Acreditamos que a infância é um território distante, cujas memórias se apagam com o tempo e que as feridas dessa fase se curam e os hábitos se dissolvem quando vestimos a roupa de adulto. Essa ilusão é confortável mas não é fato. A verdade é que o que acontece na infância não fica na infância. Aqueles anos não são um prólogo, mas sim o alicerce invisível sobre o qual construiremos, ou tentaremos construir, toda a nossa vida. E um dos legados mais críticos da parentalidade contemporânea é a crise dos limites.
A criança ignorada aprende, na pele e na alma, que seu amor não tem valor. Ela não “supera” por não ter recursos e entendimento para isso. Ela carrega esse sentimento para sempre, tornando-se um adulto que sabota relacionamentos, desconfia de afeto genuíno e acredita, no fundo, que é indigno de existir. É uma sentença de solidão perpétua.
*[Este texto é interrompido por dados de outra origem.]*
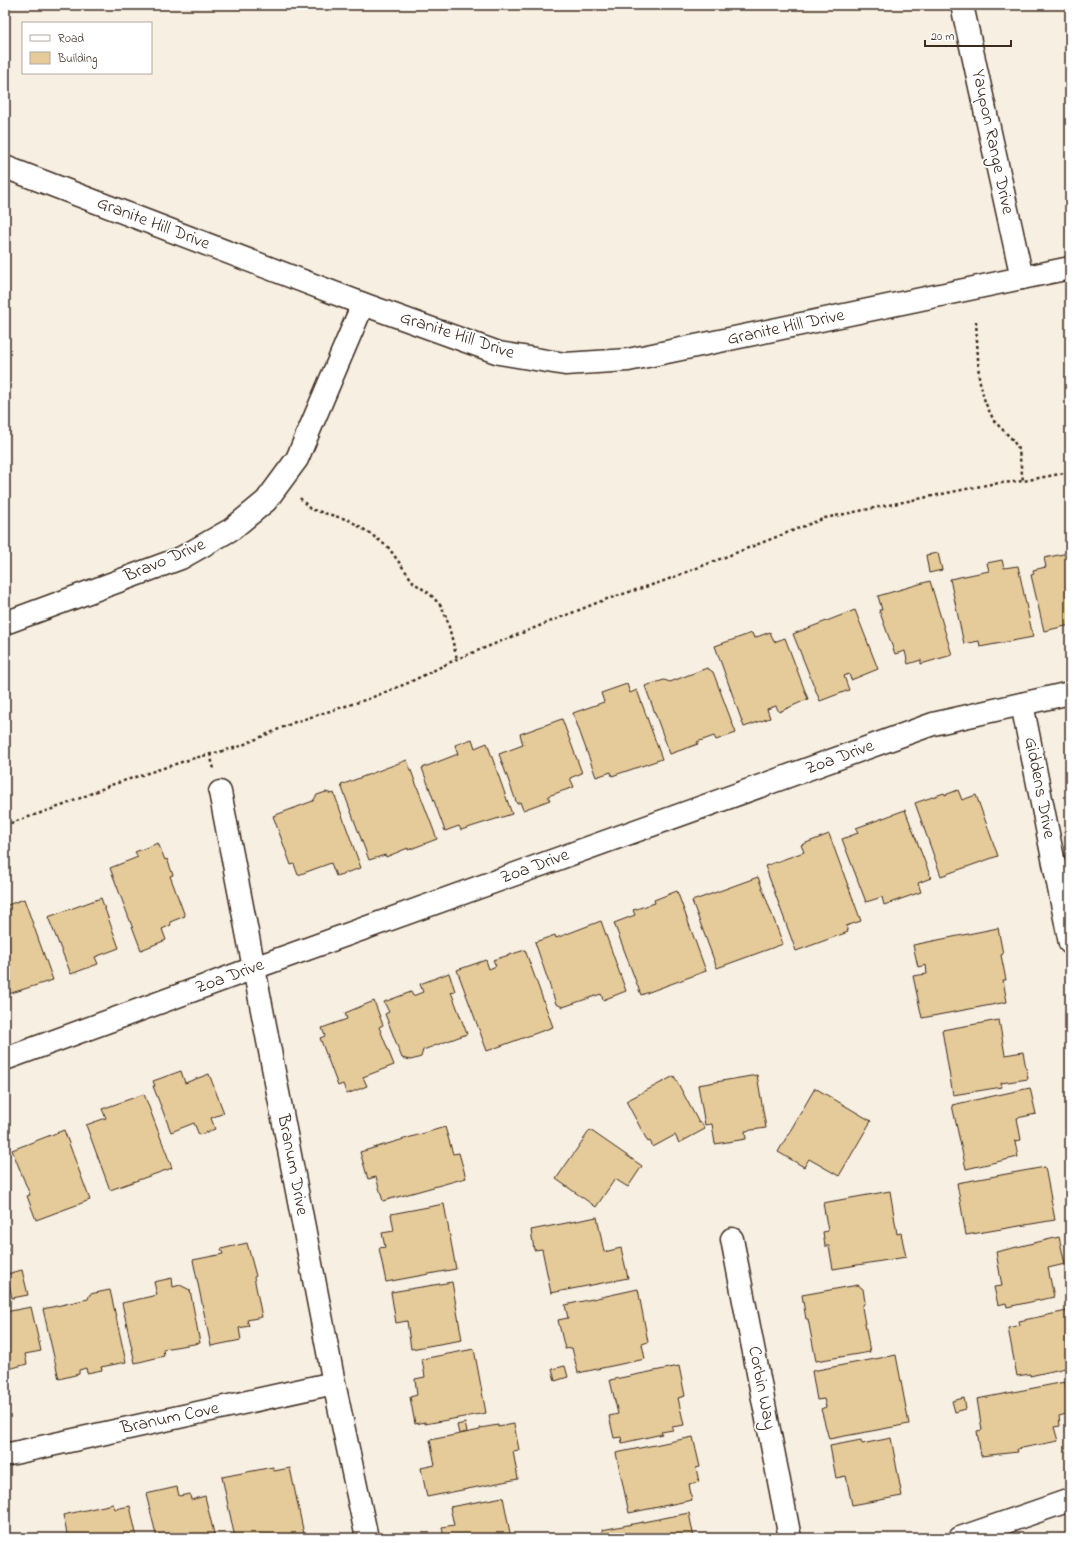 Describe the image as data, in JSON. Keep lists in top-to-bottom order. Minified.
{"streets":{"street":["Yaupon Range Drive","Granite Hill Drive","Bravo Drive","Zoa Drive","Giddens Drive","Branum Drive","Corbin Way","Branum Cove"]},"crossings":[["Yaupon Range Drive","Granite Hill Drive"],["Granite Hill Drive","Bravo Drive"],["Zoa Drive","Giddens Drive"],["Zoa Drive","Branum Drive"],["Branum Drive","Branum Cove"]],"legend":["Road","Building"],"scale_bar":"20 m"}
A criança que cresce sem limites experimenta um mundo totalmente distorcido, onde seus desejos são ordens. Ela acredita, no núcleo de seu ser, que tudo lhe é permitido. As consequências se manifestam de forma brutal, um trágico exemplo disso é o caso da menina de 9 anos, “suspeita” de ter matado a própria mãe a facadas em São Paulo, pelo motivo banal de ter sido reprendida por ela. Este ato extremo é a materialização de uma criança que aprendeu a lidar com frustração, transformando um “não” em agressividade descontrolada e absurda.
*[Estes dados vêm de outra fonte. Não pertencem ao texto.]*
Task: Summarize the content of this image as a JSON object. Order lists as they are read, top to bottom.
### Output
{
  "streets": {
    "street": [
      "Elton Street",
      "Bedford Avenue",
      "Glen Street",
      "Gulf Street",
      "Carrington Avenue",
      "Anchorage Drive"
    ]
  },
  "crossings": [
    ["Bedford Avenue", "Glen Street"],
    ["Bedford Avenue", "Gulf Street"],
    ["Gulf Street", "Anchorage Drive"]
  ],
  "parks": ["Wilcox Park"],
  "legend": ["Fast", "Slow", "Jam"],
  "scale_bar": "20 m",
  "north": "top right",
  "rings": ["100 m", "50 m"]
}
No curto prazo, isso se traduz na cena comum da criança/adolescente que não aceita um “não”, que responde com agressividade ou desdém à mais simples negativa, e que encara o mundo como um serviço de entrega imediata de satisfação.
Não se engane: o seu presente é um retrato falado do seu passado. Sua ansiedade, seu pavor de rejeição, seu vício em trabalho para preencher um vazio, sua incapacidade de dizer não ou de ouvir um não. Tudo isso é a criança ferida dentro de você gritando por algo que nunca teve.
Na tentativa bem-intencionada de dar tudo o que não tiveram, os pais buscam ver os filhos sempre felizes e evitam qualquer frustração, seja por omissão ou insegurança, estão abdicando de um de seus papéis mais essenciais: o de impor regras claras e consistentes.
O resultado dessa educação, que privilegia o afeto sem a estrutura necessária, já pode ser visto com clareza nos adolescentes e adultos de hoje.
Esse princípio se revela de forma mais contundente na crise dos limites. Na tentativa amorosa, porém equivocada, de criar filhos sempre felizes, muitos pais ofertam coisas e permissividade no lugar da presença e da autoridade.
A criança que vive sua infância sem regras claras e consequências consistentes não está apenas tendo um comportamento “errado”; ela está internalizando uma lei perigosa: a de que o mundo deve servir aos seus desejos.
E então, o padrão se repete. O adolescente que não ouviu um “não” em casa não consegue aceitá-lo da vida. A frustração, uma desconhecida em seu mundo moldado para o prazer imediato, se transforma em agressividade, ansiedade ou paralisia. E o adulto que surge desse processo é a sombra alongada dessa criança: no trabalho, espera reconhecimento sem mérito; nos relacionamentos, exige entrega sem reciprocidade; perante os obstáculos, se vê frágil e despreparado. A vida, que não poupa ninguém, cobra um preço amargo por uma lição não aprendida na época certa.
Investir na infância, portanto, não é um gesto que fica no passado. É um compromisso com o futuro. É entender que a semente do caráter, da resiliência e do equilíbrio adulto é plantada no solo único e que não se repete, da infância.
Ignorar esse fato é permitir que os padrões de despreparo e insatisfação se repitam, geração após geração. Porque, no fim, a criança que fomos é a pessoa que nos tornamos e o que vivemos na infância não fica para trás, mas nos acompanha para sempre.